───── Data under study

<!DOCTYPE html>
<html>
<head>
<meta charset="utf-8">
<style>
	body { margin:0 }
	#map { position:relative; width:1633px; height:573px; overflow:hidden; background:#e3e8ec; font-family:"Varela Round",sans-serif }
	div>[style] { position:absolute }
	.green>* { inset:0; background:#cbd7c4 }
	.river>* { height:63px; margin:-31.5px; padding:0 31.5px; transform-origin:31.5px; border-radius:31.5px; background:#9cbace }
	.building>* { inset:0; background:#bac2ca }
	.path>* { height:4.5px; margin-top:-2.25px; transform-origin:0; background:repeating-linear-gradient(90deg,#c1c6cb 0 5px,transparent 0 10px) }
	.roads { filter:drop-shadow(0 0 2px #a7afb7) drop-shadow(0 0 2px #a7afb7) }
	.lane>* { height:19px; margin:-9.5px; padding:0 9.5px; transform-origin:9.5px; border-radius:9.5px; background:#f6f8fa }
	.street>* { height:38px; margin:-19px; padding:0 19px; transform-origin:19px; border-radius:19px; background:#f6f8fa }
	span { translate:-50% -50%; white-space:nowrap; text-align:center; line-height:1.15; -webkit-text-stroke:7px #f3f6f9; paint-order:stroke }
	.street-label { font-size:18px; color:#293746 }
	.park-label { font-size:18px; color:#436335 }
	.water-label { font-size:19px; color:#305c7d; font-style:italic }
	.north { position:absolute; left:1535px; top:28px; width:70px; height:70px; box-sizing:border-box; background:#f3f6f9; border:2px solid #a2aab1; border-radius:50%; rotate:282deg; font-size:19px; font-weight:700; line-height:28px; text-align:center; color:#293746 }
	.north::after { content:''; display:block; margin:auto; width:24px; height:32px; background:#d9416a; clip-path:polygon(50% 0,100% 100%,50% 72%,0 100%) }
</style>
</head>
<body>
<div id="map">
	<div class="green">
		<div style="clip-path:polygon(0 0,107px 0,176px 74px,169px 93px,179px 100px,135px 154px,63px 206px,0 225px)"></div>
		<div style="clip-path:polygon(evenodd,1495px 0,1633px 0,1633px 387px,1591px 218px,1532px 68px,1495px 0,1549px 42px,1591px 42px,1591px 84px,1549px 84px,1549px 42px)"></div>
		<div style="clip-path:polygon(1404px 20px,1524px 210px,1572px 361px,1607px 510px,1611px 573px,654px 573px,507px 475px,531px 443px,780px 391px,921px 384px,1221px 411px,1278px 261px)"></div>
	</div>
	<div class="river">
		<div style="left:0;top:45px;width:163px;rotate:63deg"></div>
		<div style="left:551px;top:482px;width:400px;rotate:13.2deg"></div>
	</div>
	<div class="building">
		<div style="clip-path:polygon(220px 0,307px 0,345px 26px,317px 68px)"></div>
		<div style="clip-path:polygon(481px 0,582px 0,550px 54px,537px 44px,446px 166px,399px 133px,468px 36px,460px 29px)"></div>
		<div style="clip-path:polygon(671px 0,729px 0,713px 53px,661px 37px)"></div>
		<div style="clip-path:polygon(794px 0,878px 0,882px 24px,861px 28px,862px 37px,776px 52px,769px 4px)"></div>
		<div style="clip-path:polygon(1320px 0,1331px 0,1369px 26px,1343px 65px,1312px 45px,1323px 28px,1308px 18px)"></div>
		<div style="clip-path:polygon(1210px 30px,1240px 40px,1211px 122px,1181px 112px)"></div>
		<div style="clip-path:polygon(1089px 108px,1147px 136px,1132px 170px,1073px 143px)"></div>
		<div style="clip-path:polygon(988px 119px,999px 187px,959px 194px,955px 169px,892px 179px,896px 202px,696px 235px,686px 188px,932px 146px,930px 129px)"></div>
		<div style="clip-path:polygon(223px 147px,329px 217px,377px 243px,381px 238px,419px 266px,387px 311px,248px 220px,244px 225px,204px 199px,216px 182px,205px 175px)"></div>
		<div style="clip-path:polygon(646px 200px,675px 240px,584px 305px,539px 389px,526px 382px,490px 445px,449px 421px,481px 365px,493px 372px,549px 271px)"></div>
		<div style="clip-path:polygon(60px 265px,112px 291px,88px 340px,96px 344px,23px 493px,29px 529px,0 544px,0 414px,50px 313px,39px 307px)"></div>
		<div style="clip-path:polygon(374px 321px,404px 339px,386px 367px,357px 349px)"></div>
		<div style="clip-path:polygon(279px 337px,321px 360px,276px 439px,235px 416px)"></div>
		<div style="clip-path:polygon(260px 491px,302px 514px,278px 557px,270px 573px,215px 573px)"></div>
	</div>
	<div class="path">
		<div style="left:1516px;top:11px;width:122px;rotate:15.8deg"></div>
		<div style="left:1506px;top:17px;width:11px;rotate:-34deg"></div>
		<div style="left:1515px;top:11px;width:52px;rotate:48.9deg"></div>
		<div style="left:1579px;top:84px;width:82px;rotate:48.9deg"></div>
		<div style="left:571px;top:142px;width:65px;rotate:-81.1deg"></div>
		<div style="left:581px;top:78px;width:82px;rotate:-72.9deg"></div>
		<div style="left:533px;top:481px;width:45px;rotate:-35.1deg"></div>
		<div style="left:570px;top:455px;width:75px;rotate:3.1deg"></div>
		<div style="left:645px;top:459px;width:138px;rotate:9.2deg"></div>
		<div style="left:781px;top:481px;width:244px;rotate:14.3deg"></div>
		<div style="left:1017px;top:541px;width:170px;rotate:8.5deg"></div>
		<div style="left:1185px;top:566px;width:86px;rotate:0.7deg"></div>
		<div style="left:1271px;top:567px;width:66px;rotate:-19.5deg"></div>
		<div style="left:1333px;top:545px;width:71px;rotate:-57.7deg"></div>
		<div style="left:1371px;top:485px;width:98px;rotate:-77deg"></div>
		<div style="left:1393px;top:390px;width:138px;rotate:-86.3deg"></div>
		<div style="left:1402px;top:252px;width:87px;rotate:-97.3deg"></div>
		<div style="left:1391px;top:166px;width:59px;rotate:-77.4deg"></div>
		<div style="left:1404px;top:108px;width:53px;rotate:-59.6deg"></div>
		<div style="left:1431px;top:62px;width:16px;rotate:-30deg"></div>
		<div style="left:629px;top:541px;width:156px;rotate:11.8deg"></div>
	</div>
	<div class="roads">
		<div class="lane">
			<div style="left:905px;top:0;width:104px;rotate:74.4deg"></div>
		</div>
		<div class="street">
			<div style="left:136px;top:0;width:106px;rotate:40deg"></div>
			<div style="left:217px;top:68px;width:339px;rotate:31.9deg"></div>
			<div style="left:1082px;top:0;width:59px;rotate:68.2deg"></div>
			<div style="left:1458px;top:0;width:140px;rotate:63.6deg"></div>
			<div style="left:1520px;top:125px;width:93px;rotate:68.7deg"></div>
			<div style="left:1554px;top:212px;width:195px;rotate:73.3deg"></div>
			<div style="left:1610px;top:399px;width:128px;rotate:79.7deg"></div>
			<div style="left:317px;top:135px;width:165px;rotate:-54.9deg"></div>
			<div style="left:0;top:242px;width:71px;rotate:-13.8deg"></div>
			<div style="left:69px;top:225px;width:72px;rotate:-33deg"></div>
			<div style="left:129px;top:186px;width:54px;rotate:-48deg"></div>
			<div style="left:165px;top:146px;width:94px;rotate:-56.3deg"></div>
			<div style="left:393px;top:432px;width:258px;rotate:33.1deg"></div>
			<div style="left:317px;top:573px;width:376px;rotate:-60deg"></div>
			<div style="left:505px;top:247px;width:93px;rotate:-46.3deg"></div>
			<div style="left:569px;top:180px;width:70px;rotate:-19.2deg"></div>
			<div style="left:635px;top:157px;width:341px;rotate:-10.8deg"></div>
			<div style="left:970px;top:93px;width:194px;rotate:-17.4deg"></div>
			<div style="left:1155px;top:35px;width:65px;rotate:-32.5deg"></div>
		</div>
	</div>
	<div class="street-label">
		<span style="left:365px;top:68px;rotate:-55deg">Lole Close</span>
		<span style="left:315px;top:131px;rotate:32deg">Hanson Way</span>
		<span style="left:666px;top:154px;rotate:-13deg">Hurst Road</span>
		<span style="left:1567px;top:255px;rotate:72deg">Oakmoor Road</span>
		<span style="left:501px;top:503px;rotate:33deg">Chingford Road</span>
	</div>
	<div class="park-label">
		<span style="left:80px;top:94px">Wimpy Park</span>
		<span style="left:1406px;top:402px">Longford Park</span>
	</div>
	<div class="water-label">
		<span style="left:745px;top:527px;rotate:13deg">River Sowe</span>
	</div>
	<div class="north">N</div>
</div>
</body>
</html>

──────────

#### About this task:
Set down, word for word, each line from the top of the records above through the line with "0,107px 0,176px 74px,169px".

#### Exercise result:
<!DOCTYPE html>
<html>
<head>
<meta charset="utf-8">
<style>
	body { margin:0 }
	#map { position:relative; width:1633px; height:573px; overflow:hidden; background:#e3e8ec; font-family:"Varela Round",sans-serif }
	div>[style] { position:absolute }
	.green>* { inset:0; background:#cbd7c4 }
	.river>* { height:63px; margin:-31.5px; padding:0 31.5px; transform-origin:31.5px; border-radius:31.5px; background:#9cbace }
	.building>* { inset:0; background:#bac2ca }
	.path>* { height:4.5px; margin-top:-2.25px; transform-origin:0; background:repeating-linear-gradient(90deg,#c1c6cb 0 5px,transparent 0 10px) }
	.roads { filter:drop-shadow(0 0 2px #a7afb7) drop-shadow(0 0 2px #a7afb7) }
	.lane>* { height:19px; margin:-9.5px; padding:0 9.5px; transform-origin:9.5px; border-radius:9.5px; background:#f6f8fa }
	.street>* { height:38px; margin:-19px; padding:0 19px; transform-origin:19px; border-radius:19px; background:#f6f8fa }
	span { translate:-50% -50%; white-space:nowrap; text-align:center; line-height:1.15; -webkit-text-stroke:7px #f3f6f9; paint-order:stroke }
	.street-label { font-size:18px; color:#293746 }
	.park-label { font-size:18px; color:#436335 }
	.water-label { font-size:19px; color:#305c7d; font-style:italic }
	.north { position:absolute; left:1535px; top:28px; width:70px; height:70px; box-sizing:border-box; background:#f3f6f9; border:2px solid #a2aab1; border-radius:50%; rotate:282deg; font-size:19px; font-weight:700; line-height:28px; text-align:center; color:#293746 }
	.north::after { content:''; display:block; margin:auto; width:24px; height:32px; background:#d9416a; clip-path:polygon(50% 0,100% 100%,50% 72%,0 100%) }
</style>
</head>
<body>
<div id="map">
	<div class="green">
		<div style="clip-path:polygon(0 0,107px 0,176px 74px,169px 93px,179px 100px,135px 154px,63px 206px,0 225px)"></div>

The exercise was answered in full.